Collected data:

* * * * * * * * *

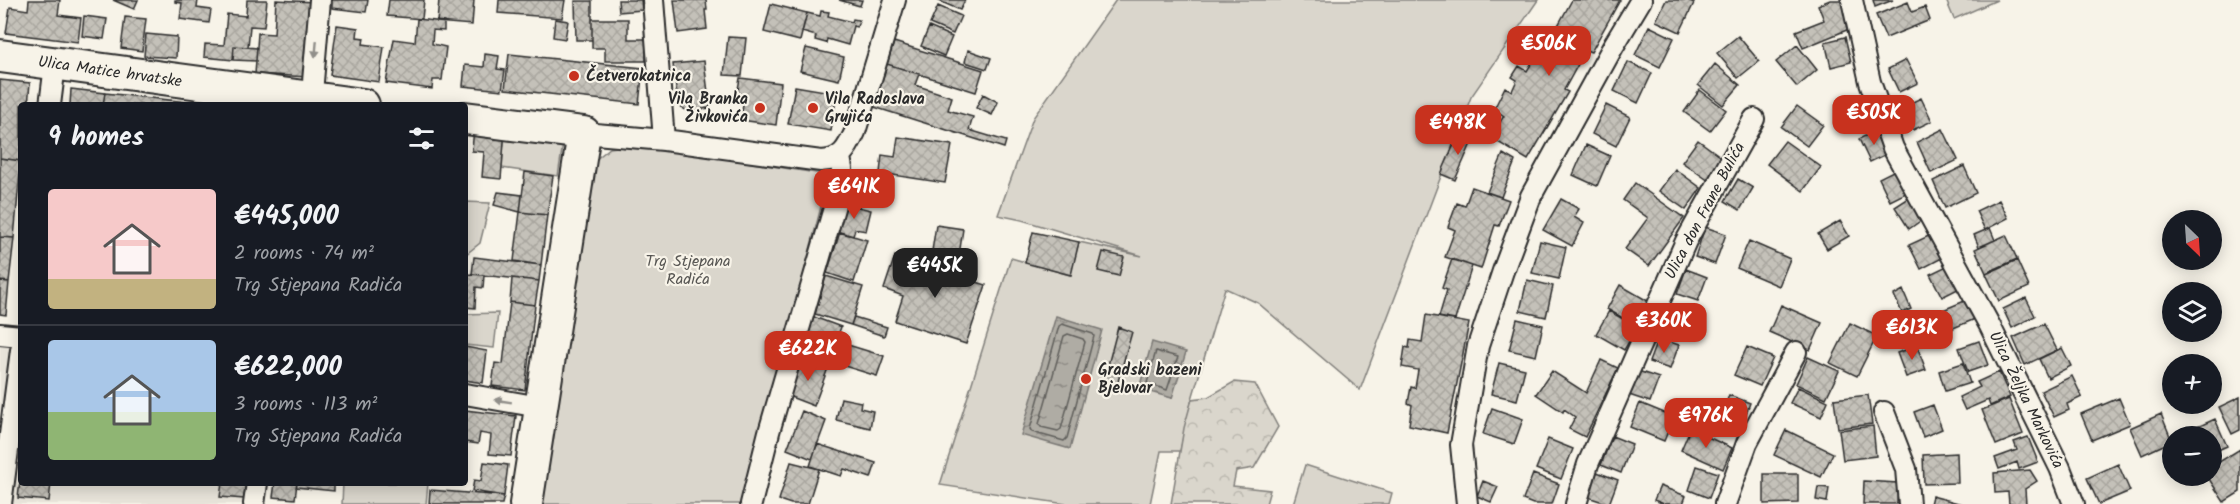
<!DOCTYPE html>
<meta charset="utf-8">
<style>
:root{--surface:#171b24;--page:#242831;--text:#f1f3f6;--muted:#9ea1a6;--line:#363941;--accent:#c8321e}
body{margin:0;font-family:Kalam,sans-serif;background:var(--page);color:var(--text);height:100vh;display:flex;flex-direction:column;font-size:22px;white-space:nowrap}
*{box-sizing:border-box;margin:0}
p{font-size:20px;color:var(--muted)}
.icon{flex:none;width:33px;height:33px;fill:none;stroke:currentColor;stroke-width:2;stroke-linecap:round;stroke-linejoin:round}
.map{position:relative;flex:1;overflow:hidden}
.sheet{position:absolute;left:18px;top:102px;width:450px;height:384px;display:flex;flex-direction:column;background:var(--surface);border-radius:6px;box-shadow:0 3px 15px #0003}
.sheet>*{flex:none}
.needle{width:39px;rotate:155deg}
.controls{position:absolute;left:2162px;top:210px;display:grid;gap:12px}
.controls a{display:grid;place-items:center;width:60px;height:60px;border-radius:50%;background:var(--surface);box-shadow:0 3px 15px #0003;font-size:30px}
.price{position:absolute;translate:-50% -51px;padding:0 14px;border-radius:12px;background:var(--accent);color:#fff;font-size:20px;line-height:39px;filter:drop-shadow(0 2px 3px #0008)}
.price::after{content:'';position:absolute;left:50%;top:36px;width:18px;height:14px;margin-left:-9px;background:inherit;clip-path:polygon(0 0,100% 0,50% 100%)}
.price.selected{background:#222;color:#fff}
ul{padding:0;list-style:none}
li{display:flex;align-items:center;gap:18px;height:150px;padding:0 30px}
li+li{border-top:2px solid var(--line)}
li span{display:grid;place-items:center;flex:none;width:168px;height:120px;border-radius:6px;color:#555}
li>.icon{margin-inline-start:auto}
span .icon{width:72px;height:72px;fill:#fffc;stroke-width:1}
li b{font-size:26px}
h2{display:flex;justify-content:space-between;align-items:center;height:72px;padding:0 30px;font-size:26px}
.map>svg:first-child{display:block}
.built{fill:#e8e4da}
.green{fill:#dad6cc;stroke:#82807c;stroke-width:1.5}
.forest{fill:url(#forest-crowns);stroke:#82807c;stroke-width:1.5}
.water{fill:url(#water-ripples);stroke:#7a7874;stroke-width:1.5}
.lines{fill:none;stroke-linecap:round;stroke-linejoin:round}
.shore{stroke:#605f5b;stroke-width:1.5}
.building{fill:url(#building-cross-hatch);stroke:#2b2b2b;stroke-width:1.5}
.street-casing{stroke:#2b2b2b;stroke-width:24}
.primary-casing{stroke:#2b2b2b;stroke-width:36}
.street{stroke:#f7f3e8;stroke-width:20}
.primary{stroke:#f7f3e8;stroke-width:32}
.oneway{fill:#918f8a}
.poi-dot{fill:#c8321e;stroke:#f7f3e8;stroke-width:2}
.labels{text-anchor:middle;dominant-baseline:central;stroke-width:4.5;stroke-linejoin:round;paint-order:stroke}
.street-label{font-size:16px;fill:#2b2b2b;stroke:#f7f3e8}
.poi-label{font-size:16px;font-weight:bold;fill:#2b2b2b;stroke:#f7f3e8;text-anchor:start}
.park-label{font-size:16px;fill:#575653;stroke:#f7f3e8}
</style>
<div class="map">
<svg width="2240" height="504" viewBox="0 0 2240 504">
<defs>
<pattern id="forest-crowns" width="20" height="18" patternUnits="userSpaceOnUse" patternTransform="scale(1.5)"><rect width="20" height="18" fill="#dad6cc"/><path d="M2 6a3 3 0 1 1 6 0M12 15a3 3 0 1 1 6 0" fill="none" stroke="#bbb8af"/></pattern>
<pattern id="water-ripples" width="26" height="14" patternUnits="userSpaceOnUse" patternTransform="scale(1.5)"><rect width="26" height="14" fill="#afaca4"/><path d="M2 4q2-2 4 0t4 0M15 11q2-2 4 0t4 0" fill="none" stroke="#8f8c86"/></pattern>
<pattern id="building-cross-hatch" width="8" height="8" patternUnits="userSpaceOnUse" patternTransform="scale(1.5)"><rect width="8" height="8" fill="#c4c1b9"/><path d="M0 0l8 8M0 8l8-8" fill="none" stroke="#a9a69f"/></pattern>
</defs>
<rect width="100%" height="100%" fill="#f7f3e8"/>
<filter id="ink" filterUnits="userSpaceOnUse"><feTurbulence type="fractalNoise" baseFrequency=".0167" numOctaves="2"/><feDisplacementMap in="SourceGraphic" scale="12" xChannelSelector="R" yChannelSelector="G"/><feConvolveMatrix kernelMatrix="1 2 1 2 8 2 1 2 1" color-interpolation-filters="sRGB"/></filter>
<g filter="url(#ink)">
<path class="built" d="M0 334 21 336V483H257L254 504H0Z"/>
<path class="green" d="M1116 0H1538L1471 97 1360 390 1258 303 1225 288 1192 399 1180 451H1161L1150 504H1066L940 485 1011 258 1070 275 1079 242 1142 256 1022 220 998 215 1033 118Z
M1946 0H1997L1954 19Z
M505 129 565 130 558 176 502 168Z
M624 146 708 156 829 175 745 504H543L549 436 595 160 610 148Z
M465 202 490 203 480 243 465 255Z
M498 313 494 348 465 345V314Z
M1305 465 1392 493 1389 504H1293Z
M343 483H428L426 504H342Z"/>
<path class="forest" d="M1234 382 1255 384 1278 427 1254 468 1236 471 1233 486 1270 490 1266 504H1171L1184 428 1192 399 1208 397Z"/>
<path class="water" d="M1056 316 1102 330 1070 449 1021 435Z
M1152 342 1186 352 1172 398 1139 389Z"/>
<g class="lines">
<path class="shore" d="M1062 324 1093 334 1094 336 1067 438 1064 441 1032 432 1030 429 1059 326Z
M1068 334 1083 339 1085 342 1061 429 1058 431 1041 427 1039 424 1064 336Z
M1156 351 1178 357 1167 390 1147 383Z"/>
</g>
<path class="building" d="M29 0H60L58 15 81 18 78 42 6 33 10 7 28 10Z
M113 0H138L134 9Z
M175 0H198L197 8 211 10 209 23 180 19 182 3 175 2Z
M247 0H267L264 27 250 26 248 47 234 46 233 60 204 57 205 44 224 45 227 14 246 16Z
M276 0 314 2 309 77 255 74 258 33 274 34Z
M332 0H368L366 12 332 8Z
M389 0H424L422 19 387 16Z
M439 0H474L472 25 437 22Z
M499 0H565L562 18 498 13Z
M618 0H641L642 10 619 12Z
M674 0H706L707 10H705L707 29 678 33Z
M839 0H862L860 6Z
M937 0H965L960 10Z
M1572 0H1620L1591 52 1586 50 1564 90 1568 92 1528 160 1486 135 1493 122 1498 125 1504 116 1494 109 1505 87 1512 91 1517 80 1512 77 1519 66 1527 71 1553 28 1556 29Z
M1666 0H1688L1694 3 1680 32 1656 21Z
M1830 0H1843L1854 27 1803 48 1796 31 1824 20 1818 5Z
M1873 0H1893L1875 7Z
M575 1H592V40H576Z
M1908 2 1912 12 1925 7 1930 20 1886 38 1876 15Z
M771 4 807 13 800 41 764 32Z
M938 6 961 16 953 34 930 24Z
M821 11 829 12 828 16 852 22 853 19 859 20 857 27 853 26 848 45 827 39 826 43 815 40 816 36 802 32 807 13 820 16Z
M84 16 107 19 104 39 82 36Z
M125 17 146 19 142 51 121 48Z
M417 19 444 22V31L433 30 432 44 446 47 442 80H433L432 89 386 83 394 39 415 42Z
M555 19 568 21 565 39 553 37Z
M592 19H628V39H646V61H605V48H592Z
M337 25 358 28 357 37 364 38 363 44 384 47 379 82 330 75Z
M1649 26 1674 38 1660 67 1635 55Z
M929 27 952 37 944 56 921 46Z
M146 34 177 37 176 58 144 56Z
M1738 36 1759 61 1738 78 1717 53Z
M728 37 746 38 742 76 724 75Z
M1845 37 1851 62 1831 67 1825 42Z
M894 42 983 70 976 92 887 64Z
M1797 45 1817 70 1797 87 1776 62Z
M234 46 257 48 256 61 233 60Z
M806 48 844 57 839 80 800 71Z
M968 50 991 58 987 69 965 62Z
M485 54 499 56 497 69 505 70 502 90 463 86 465 65 484 67Z
M509 54 643 68 639 104 505 89Z
M1906 60 1918 83 1899 92 1888 69Z
M704 61 710 108 687 111 678 105 673 64Z
M1628 62 1652 73 1638 103 1614 91Z
M887 64 919 74 915 85 952 97 948 110 973 117 969 130 1006 141 1004 148 874 107Z
M1715 64 1740 85 1723 105 1698 85Z
M740 78 781 83 776 125 741 120 744 96 737 95Z
M0 80 30 83 28 105H21V161L0 158Z
M795 86 837 93 831 131 788 124Z
M71 89 105 93 103 105H70Z
M1700 90 1726 110 1710 131 1684 112Z
M105 93 187 102 186 105H103Z
M983 94 998 102 992 115 976 108Z
M1858 97 1869 121 1850 130 1839 106Z
M1921 98 1932 121 1913 130 1902 107Z
M193 101 229 105H193Z
M1606 105 1630 117 1616 146 1592 134Z
M1797 106 1823 125 1807 146 1781 127Z
M474 127 505 129 501 179 482 177 484 152 472 151Z
M1943 129 1958 160 1931 173 1917 142Z
M1877 130 1889 153 1870 162 1859 139Z
M1460 131 1474 137 1455 180 1441 174Z
M898 137 952 145 945 183 880 173 882 155 895 157Z
M1698 140 1724 159 1709 181 1682 162Z
M1785 141 1821 167 1803 191 1767 164Z
M1586 145 1610 156 1597 186 1573 175Z
M1503 154 1515 161 1501 197 1487 192Z
M0 158 21 161 14 238 0 237Z
M1964 166 1976 193 1945 208 1933 181Z
M1675 169 1701 188 1686 210 1659 191Z
M1897 169 1908 192 1890 201 1879 178Z
M525 172 553 176 547 215 520 212Z
M1738 179 1753 188 1740 210 1725 201Z
M1635 183 1684 218 1649 266 1625 249 1648 218 1623 200Z
M1472 187 1509 200 1499 226 1495 225 1481 269 1445 257 1455 230 1448 227 1457 203 1465 206Z
M498 192 522 195 520 212 494 205Z
M1912 196 1926 217 1909 229 1895 207Z
M1561 199 1579 209 1574 217 1584 223 1572 246 1543 230Z
M1999 200 2008 218 1985 230 1976 211Z
M845 204 871 210 866 231 855 229 853 236 838 232Z
M520 212 547 215 541 265 514 261Z
M1840 221 1849 236 1827 249 1818 234Z
M936 225 963 229 957 268 930 264Z
M1705 227 1726 234 1715 264 1695 257Z
M1990 228 1995 240 1979 247 1974 235Z
M840 232 867 240 854 282 827 273Z
M1033 232 1079 242 1071 275 1025 263Z
M1933 234 1944 257 1921 269 1909 245Z
M2006 235 2017 259 1986 273 1975 249Z
M0 237 14 238 9 282 0 281Z
M1540 241 1566 247 1559 279 1532 273Z
M1749 241 1790 259 1779 286 1737 268Z
M1103 252 1124 257 1119 276 1098 271Z
M895 256 986 285 966 344 895 321 903 296 884 289Z
M474 257 541 265 539 281 472 274Z
M1452 259 1472 266 1455 320 1439 317 1447 290 1442 288Z
M2017 260 2029 287 1999 301 1986 274Z
M1949 265 1960 288 1942 297 1930 274Z
M1686 269 1707 277 1698 301 1677 294Z
M465 274 484 275 483 288 476 287 475 308 465 307Z
M826 276 863 287 851 325 815 314Z
M512 278 539 281 535 305 510 302Z
M1527 280 1553 286 1546 317 1520 311Z
M0 281 9 282 6 315 0 314Z
M1620 285 1648 301 1635 325 1607 309Z
M1903 290 1911 309 1902 313 1894 295Z
M2026 298 2035 316 2012 328 2003 309Z
M1967 300 1975 319 1951 329 1943 310Z
M510 302 535 305 525 390 492 386 495 363 503 364Z
M1669 304 1690 311 1681 336 1661 329Z
M1781 305 1822 323 1810 350 1769 332Z
M1609 311 1637 327 1624 350 1596 334Z
M1426 315 1469 323 1447 433 1409 425 1412 405 1408 403 1411 387 1415 388 1418 370 1402 367 1405 347 1409 348 1410 340 1422 342Z
M814 317 841 327 827 364 800 355Z
M854 317 887 327 884 336 851 325Z
M1517 319 1543 325 1536 356 1509 350Z
M1850 323 1877 336 1857 376 1830 363Z
M2044 324 2057 350 2025 365 2013 338Z
M1118 327 1132 332 1115 392 1102 388Z
M1658 338 1679 345 1670 369 1649 362Z
M835 341 884 356 877 376 828 361Z
M1979 341 1988 365 1968 372 1959 348Z
M1917 346 1926 370 1906 377 1897 353Z
M465 347 487 351 483 383 465 380Z
M1747 347 1773 358 1760 386 1734 375Z
M2062 348 2071 366 2048 378 2039 359Z
M1808 357 1839 371 1826 398 1796 384Z
M802 358 828 368 814 406 788 396Z
M1601 360 1618 368 1585 437 1569 429 1575 417 1564 409 1563 412 1536 394 1552 371 1586 393Z
M1499 363 1525 369 1517 400 1491 394Z
M1963 363 1970 383 1945 391 1939 371Z
M1638 371 1659 378 1650 402 1629 395Z
M1999 372 2010 397 1990 406 1988 400 1965 410 1959 397 1980 387 1977 382Z
M2072 376 2082 397 2067 404 2069 410 2054 417 2041 391Z
M1798 387 1828 401 1821 417 1790 403Z
M1729 395 1750 403 1741 427 1720 420Z
M1868 395 1872 424 1838 428 1834 399Z
M2240 397V430L2232 434 2219 407Z
M841 398 861 402 860 408 873 411 870 428 836 420Z
M2119 398 2130 424 2092 440 2081 414Z
M2009 399 2023 434 1996 445 1982 410Z
M1640 403 1674 417 1664 441 1630 427Z
M1933 405 1942 429 1923 437 1914 412Z
M1492 408 1523 419 1514 444 1483 434Z
M465 410 516 416 511 456 489 454 491 435 480 433 478 444 465 442Z
M802 411 826 421 812 459 787 449Z
M2161 414 2172 441 2142 455 2130 428Z
M2215 419 2227 446 2211 453V436H2186L2184 433Z
M1873 426 1876 456 1843 460 1839 430Z
M1690 429 1732 448 1723 469 1681 450Z
M1786 430 1833 453 1821 477 1774 455Z
M1612 436 1632 444 1621 473 1601 465Z
M2028 437 2038 462 2019 469 2017 462 1999 469 1995 458 2017 450 2014 442Z
M1548 439 1573 449 1561 479 1536 469Z
M817 444 876 463 871 478 844 469 841 476 810 466Z
M2240 449V492L2224 502 2207 476H2211V467Z
M1957 453 1958 483 1924 484 1923 455Z
M484 462 508 465 504 496 472 491 474 480 481 481Z
M791 462 819 469 808 504H791L779 500Z
M2118 464 2130 491 2099 504 2087 478Z
M1697 466 1718 473 1709 498 1689 490Z
M2030 470 2037 481 2025 489 2026 504H2009L2008 492 1995 493 1994 473Z
M1597 472 1618 480 1609 504 1588 497Z
M21 473V483H51L49 501 18 498Z
M1533 474 1559 484 1552 504H1533L1523 500Z
M1764 474H1798V503L1764 504Z
M1483 481 1498 487 1491 502 1477 496Z
M1864 481 1898 483 1897 504H1863Z
M222 483H246L244 499 220 497Z
M275 483H297L295 499 273 497Z
M297 483H334V491L296 487Z
M1660 486 1686 496 1683 504H1664L1654 500Z
M1818 487 1829 488 1827 502 1816 500Z
M430 490 504 496 502 504H429Z
M1932 496 1962 504H1930Z"/>
<g class="lines">
<g class="street-casing">
<path id="street" d="M653 0 664 140
M1852 0 1870 82 1893 148 1990 326 2060 468 2074 504
M50 105 55 65
M311 105 320 0
M584 133 664 140 821 161C842 160 847 149 855 132L895 0
M0 334 21 336
M465 394 540 407
M1884 412 1906 469 1909 504
M1 504 21 350
M254 504 257 483
M751 504 769 432 841 184 842 169 840 157
M1467 504 1461 445 1478 346 1503 271 1531 196 1614 45 1641 0
M1576 504 1588 464 1686 241 1754 119
M1725 504 1747 443 1796 352"/>
</g>
<g class="primary-casing">
<path id="primary" d="M0 56 363 105
M465 118 584 133 526 504"/>
</g>
<use href="#street" class="street"/>
<use href="#primary" class="primary"/>
</g>
<defs><path id="oneway-solid" d="M-6-.8H1V-3.2L6.5 0L1 3.2V.8H-6Z" transform="scale(1.5)"/></defs>
<g class="oneway">
<use href="#oneway-solid" transform="translate(316 49) rotate(95)"/>
<use href="#oneway-solid" transform="translate(503 401) rotate(-171)"/>
</g>
</g>
<g class="poi-dot">
<circle cx="574" cy="76" r="6"/>
<circle cx="760" cy="108" r="6"/>
<circle cx="813" cy="108" r="6"/>
<circle cx="1086" cy="379" r="6"/>
</g>
<g class="labels">
<g class="street-label">
<text transform="translate(110 72) rotate(8)">Ulica Matice hrvatske</text>
<text transform="translate(1705 211) rotate(-62)">Ulica don Frane Bulića</text>
<text transform="translate(2026 400) rotate(64)">Ulica Željka Markovića</text>
</g>
<g class="poi-label">
<text x="586" y="76">Četverokatnica</text>
<text x="748" y="99" text-anchor="end">Vila Branka<tspan x="748" dy="18">Živkovića</tspan></text>
<text x="825" y="99">Vila Radoslava<tspan x="825" dy="18">Grujića</tspan></text>
<text x="1098" y="370">Gradski bazeni<tspan x="1098" dy="18">Bjelovar</tspan></text>
</g>
<g class="park-label">
<text x="688" y="261">Trg Stjepana<tspan x="688" dy="18">Radića</tspan></text>
</g>
</g>
</svg>
<div class="controls">
<a><svg class="needle" viewBox="-14 -14 28 28"><path d="M0-13l5 13h-10z" fill="#e53935"/><path d="M0 13l5-13h-10z" fill="#9ea1a6"/></svg></a>
<a><svg class="icon" aria-label="layers" viewBox="0 0 24 24"><path d="M12 4l9 5-9 5-9-5zM3 14l9 5 9-5"/></svg></a>
<a>+</a>
<a>−</a>
</div>
<b class="price" style="left:1549px;top:77px">€506K</b>
<b class="price" style="left:1874px;top:146px">€505K</b>
<b class="price" style="left:1458px;top:156px">€498K</b>
<b class="price" style="left:854px;top:220px">€641K</b>
<b class="price selected" style="left:935px;top:299px">€445K</b>
<b class="price" style="left:1664px;top:354px">€360K</b>
<b class="price" style="left:1912px;top:361px">€613K</b>
<b class="price" style="left:808px;top:382px">€622K</b>
<b class="price" style="left:1706px;top:449px">€976K</b>
<section class="sheet">
<h2>9 homes<svg class="icon" aria-label="filters" viewBox="0 0 24 24"><path d="M4 7h16M4 17h16"/><circle cx="9" cy="7" r="2"/><circle cx="15" cy="17" r="2"/></svg></h2>
<ul>
<li><span style="background:linear-gradient(#f6c9c9 75%,#c2b280 0)"><svg class="icon" aria-label="home" viewBox="0 0 24 24"><path d="M3 11l9-7 9 7M6 9v11h12V9"/></svg></span><div><b>€445,000</b><p>2 rooms · 74 m²</p><p>Trg Stjepana Radića</p></div></li>
<li><span style="background:linear-gradient(#a9c7e8 60%,#8fb573 0)"><svg class="icon" aria-label="home" viewBox="0 0 24 24"><path d="M3 11l9-7 9 7M6 9v11h12V9"/></svg></span><div><b>€622,000</b><p>3 rooms · 113 m²</p><p>Trg Stjepana Radića</p></div></li>
</ul>
</section>
</div>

* * * * * * * * *

▶ _Aim of the task_
Copy out every line of the entries where the string "sheet" shows up.

▶ _Response to the task_
.sheet{position:absolute;left:18px;top:102px;width:450px;height:384px;display:flex;flex-direction:column;background:var(--surface);border-radius:6px;box-shadow:0 3px 15px #0003}
.sheet>*{flex:none}
<section class="sheet">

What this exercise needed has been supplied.